Sanayide kan kaybı!

Nisan ayında, sanayi üretim endeksi bir yıl öncesi aynı aya göre yüzde 31,4 oranında düştü...  En yüksek düşüş ise yüzde  49,3 ile sermaye  mallarında oldu. Sermaye malları Üretimde yer alan makine, alet, bina, bilgisayar gibi ekipmanların üretimidir. Sermaye malları üretiminde agresif düşüş, önümüzdeki dönemler için sanayi üretimini olumsuz etkiler.

2005 baz yılına göre (100), sanayi üretim endeksi 2020 Nisan ayında 79,3 oldu. İmalat sanayiinde kapasite kullanım oranı da yüzde 61.6 oldu.

Sanayinin agresif düşüşünü elbette pandemi etkiledi. Ancak zaten öteden beri biriken sorunlarda bu  düşüşü hızlandırdı.
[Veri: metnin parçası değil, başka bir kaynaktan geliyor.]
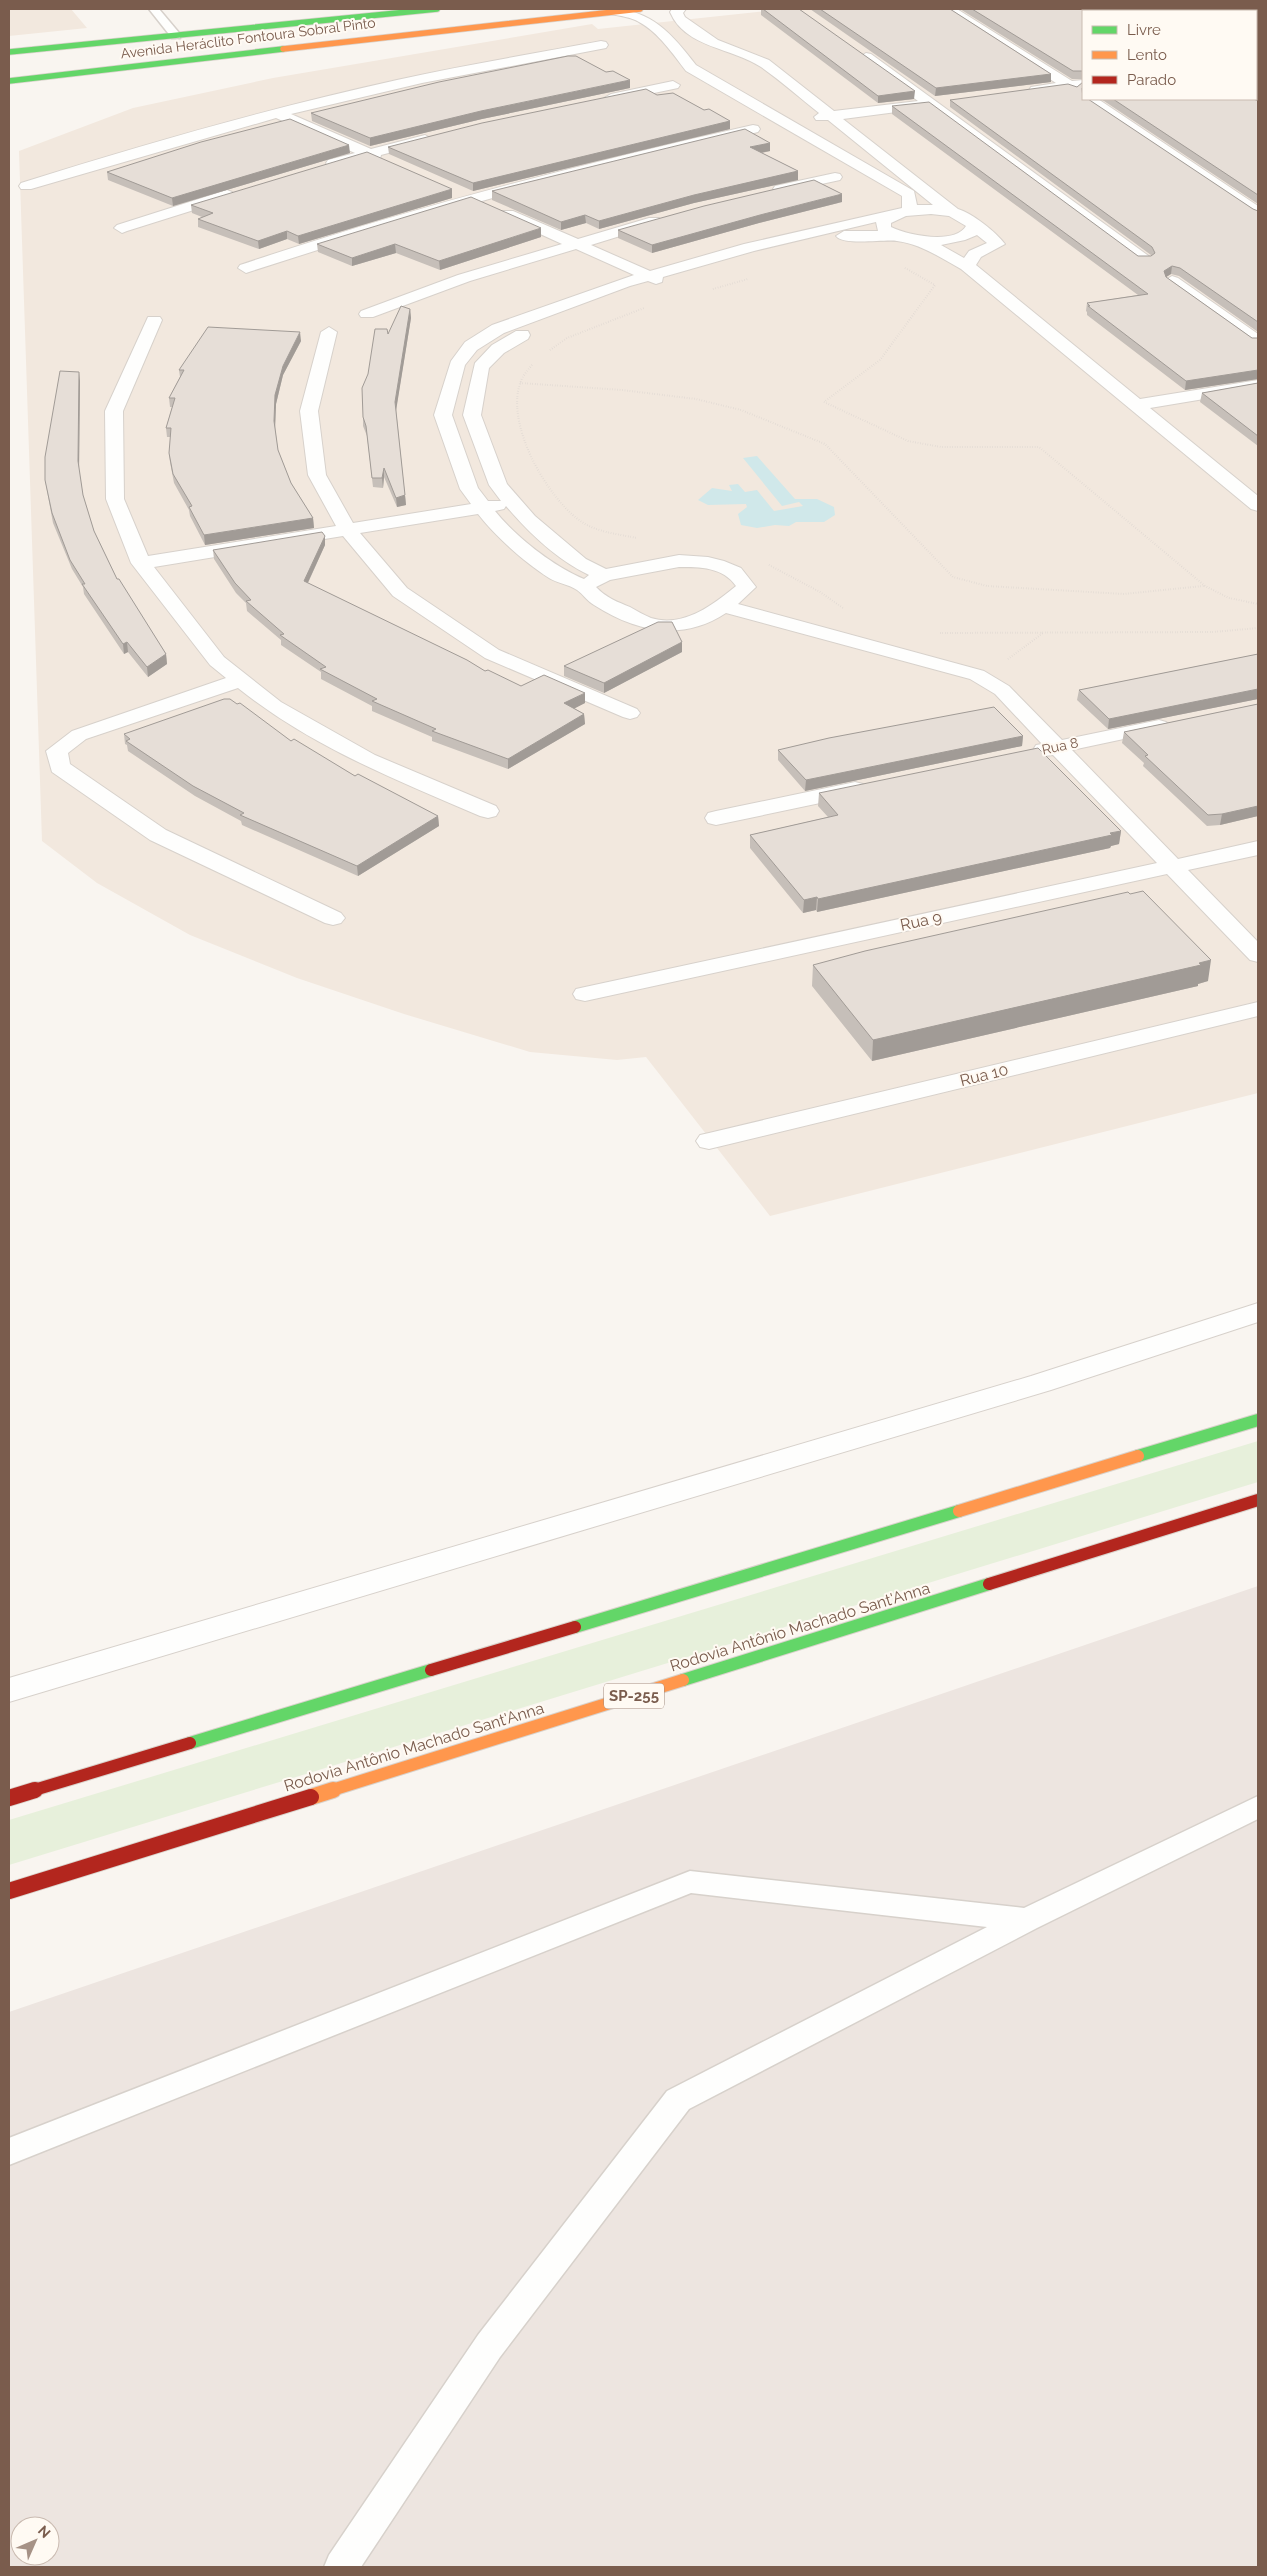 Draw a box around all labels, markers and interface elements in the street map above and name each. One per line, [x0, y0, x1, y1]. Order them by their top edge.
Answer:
legend [1082, 10, 1257, 100]
street label: Avenida Heráclito Fontoura Sobral Pinto [120, 14, 376, 62]
text: Livre [1127, 21, 1161, 39]
text: Lento [1127, 46, 1167, 64]
text: Parado [1127, 71, 1176, 89]
street label: Rua 8 [1040, 734, 1080, 758]
street label: Rua 9 [898, 907, 944, 935]
street label: Rua 10 [958, 1060, 1010, 1090]
street label: Rodovia Antônio Machado Sant'Anna [668, 1578, 932, 1676]
road number: SP-255 [604, 1684, 664, 1708]
street label: Rodovia Antônio Machado Sant'Anna [282, 1698, 546, 1796]
north arrow [10, 2516, 60, 2566]
text: N [35, 2522, 54, 2541] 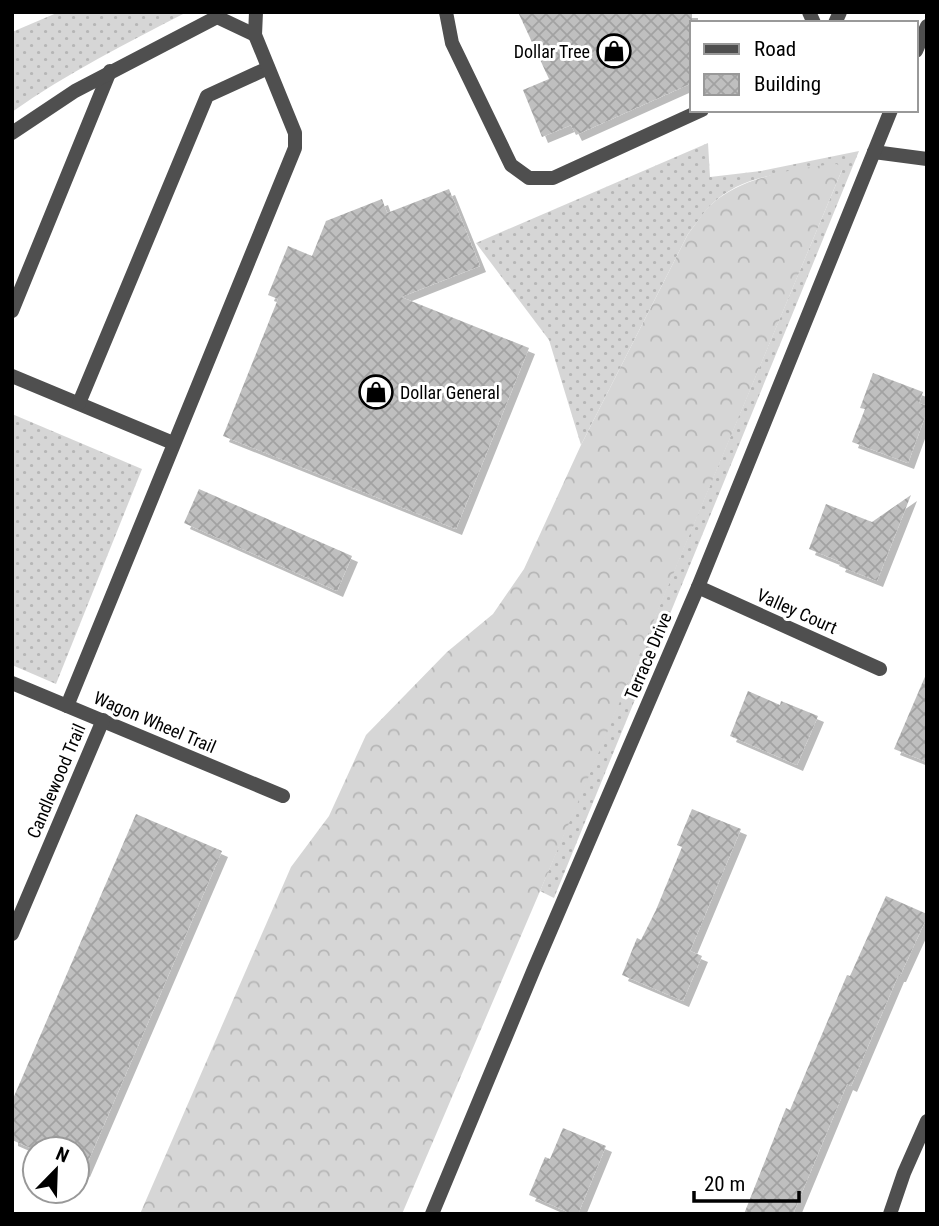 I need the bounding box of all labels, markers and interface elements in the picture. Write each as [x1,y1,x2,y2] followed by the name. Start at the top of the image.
[690,21,918,112] legend
[595,32,633,70] shop icon: Dollar Tree
[754,37,796,61] text: Road
[514,41,590,62] place label: Dollar Tree
[754,72,821,96] text: Building
[357,373,395,411] shop icon: Dollar General
[400,382,500,403] place label: Dollar General
[754,584,840,638] street label: Valley Court
[620,609,676,703] street label: Terrace Drive
[91,687,219,757] street label: Wagon Wheel Trail
[22,721,90,841] street label: Candlewood Trail
[21,1135,91,1205] north arrow
[53,1142,72,1168] text: N
[694,1160,799,1204] scale bar
[704,1172,745,1196] text: 20 m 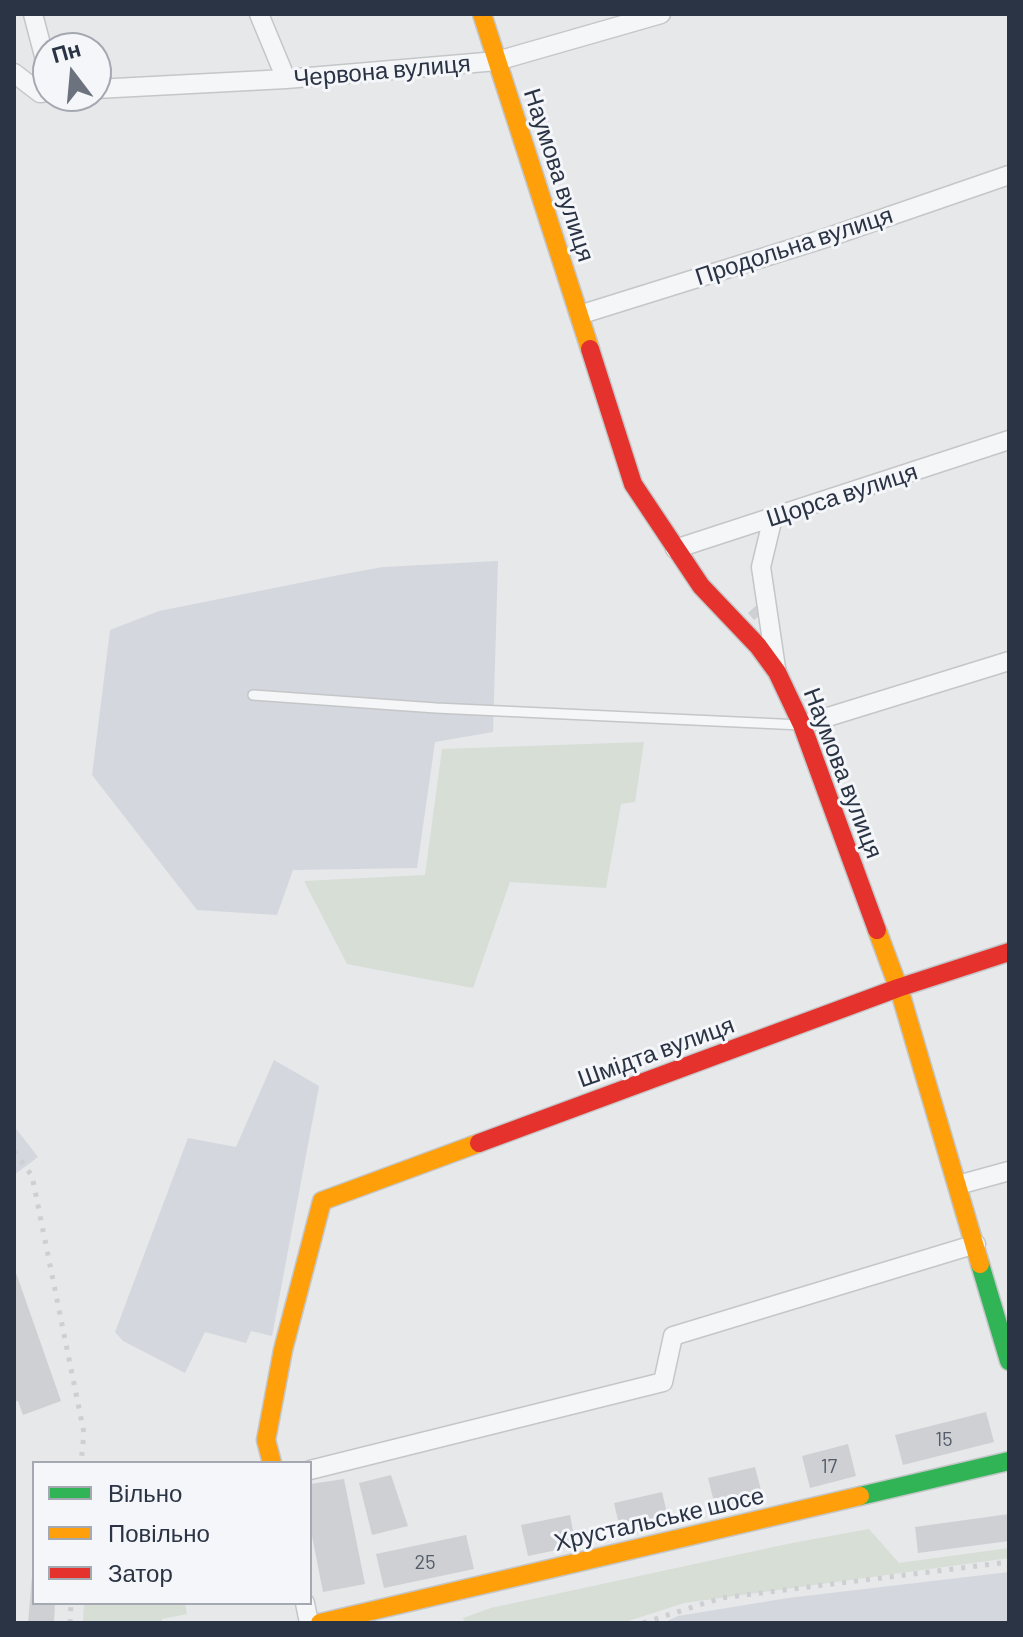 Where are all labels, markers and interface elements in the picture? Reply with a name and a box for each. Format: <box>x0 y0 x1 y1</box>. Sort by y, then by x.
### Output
north arrow <box>32 32 112 112</box>
text: Пн <box>48 34 84 67</box>
street label: Червона вулиця <box>292 49 472 93</box>
street label: Наумова вулиця <box>517 85 601 265</box>
street label: Продольна вулиця <box>692 200 896 292</box>
street label: Щорса вулиця <box>763 457 921 533</box>
street label: Наумова вулиця <box>797 684 889 862</box>
street label: Шмідта вулиця <box>574 1010 738 1094</box>
house number: 15 <box>935 1427 953 1451</box>
house number: 17 <box>821 1454 837 1478</box>
legend <box>32 1461 312 1605</box>
text: Вільно <box>108 1478 182 1507</box>
street label: Хрустальське шосе <box>551 1481 767 1557</box>
text: Повільно <box>108 1518 210 1547</box>
house number: 25 <box>415 1550 435 1574</box>
text: Затор <box>108 1558 173 1587</box> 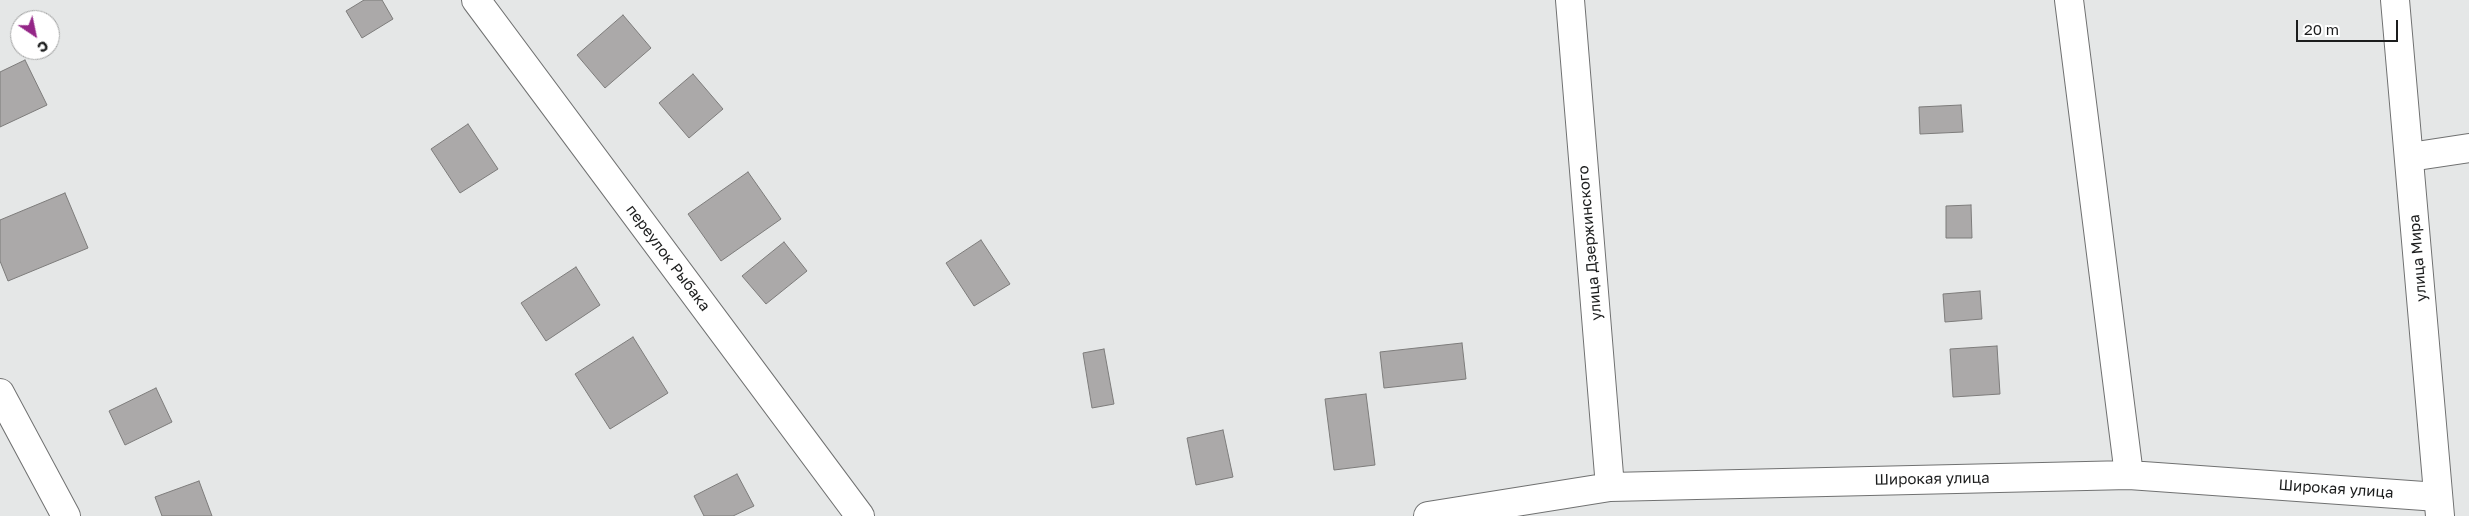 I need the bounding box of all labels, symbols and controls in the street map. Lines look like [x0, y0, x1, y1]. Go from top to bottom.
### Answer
north arrow [10, 10, 60, 60]
scale bar [2299, 10, 2402, 42]
text: 20 m [2304, 20, 2339, 38]
text: С [34, 37, 52, 57]
street label: улица Дзержинского [1574, 165, 1606, 321]
street label: переулок Рыбака [622, 201, 714, 315]
street label: улица Мира [2405, 214, 2431, 302]
street label: Широкая улица [1874, 469, 1990, 489]
street label: Широкая улица [2278, 476, 2394, 502]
NİSAN 2020 SANAYİ ÜRETİM ENDEKSİ

 

Yıllık yüzde değişme

Sanayi üretimi

       -31,4

İmalat sanayi

       -33,3

Aramalı

       -27,9

Sermaye malı

       -49,3

Gıda ürünleri imalatı

       -10,1

Aslına bakarsanız bütün dünyada küreselleşme döneminde; sanayi sektörü spekülatif  karlar sağlayan finans sektörünün  baskısı altında kaldı. Türkiye de ise bu sektörel denge sanayi sektörünün aleyhine daha  çok bozuldu. Çünkü Türkiye'de, planlama, yabancı sermaye kontrolü yoktur ve piyasaya spekülasyon hakimdir. Mamafih, 2009  krizinden  önce bütün medya ''Sanayici de faizci oldu'' diye yazardı.

2012 sonrasında durum değişti, kur artışları, 2018 kur şoku bu defa sanayiciyi zor durumda bıraktı, zira sanayi üretiminde ithal girdi oranı yüksektir. Üretmek için ithal girdi gerekiyor... İthal girdi de kur arttığı için TL karşılığı olarak daha pahalı oldu. Sanayicinin üretim maliyetleri arttı. Aynı  zamanda Türkiye'nin uluslararası piyasalarda yüksek riski nedeni ile ithalatın finansman maliyetleri de arttı. Yine kur şoku sanayicinin ithalat için aldığı dış borçların çevrilmesini zora soktu. Bu nedenledir ki, geçen ve önceki yıllarda birçok sanayici konkordatoya ve  borç yapılandırmasına gitti. 

İktisatta temel kuraldır: ''Bir ülkenin kalkınması ve istihdam yaratması için, sanayileşmesi ve sanayide yatırım yapması gerekir." Güney Kore ve Çin, tarımda atıl kalan ve daha  ucuz olan  işçi transfer ederek büyüme sağlamıştır. Bizde tarımdan şehre gelenler, işsiz mahallerin sayısını artırmıştır. Çünkü istihdam için yatırım yapılmıyor.

Türkiye sıcak para, kur tuzakları ve popülist politikalar nedeni ile 7 çeyrektir yatırımlar daraldı. 2016 ile 2017 yılları hariç, sanayi sektöründe büyüme oranları GSYH büyüme oranlarının altında kaldı.  (Aşağıdaki grafik ) 

Ne yapmalıyız?

1. Planlama yaparak; devlet desteklerini etkinlik kriterlerine göre ve popülizmden uzak olarak planlamalyız.

2. Sanayi odaları, sanayi meslek kuruluşlarını ve özellikle odalar Birliğini siyasi vesayetten uzak tutmalıyız.

3. Sanayide ithal girdi oranını düşürmeliyiz. Bunun için içerde yatırım ortamının hukuki ve demokratik altyapısını yeniden kurmalıyız ve teşvikleri bir süre bu alanda yoğunlaştırmalyız.

4. Devlet gerekirse piyasaya girerek, piyasada oligopol yapıları, stok kartellerini kırmalı ve rekabetin önünü açmalıdır. Telekom gibi Altyapı tekelleri, enerji ve dağıtımı gibi doğal tekeller devletleştirilmelidir.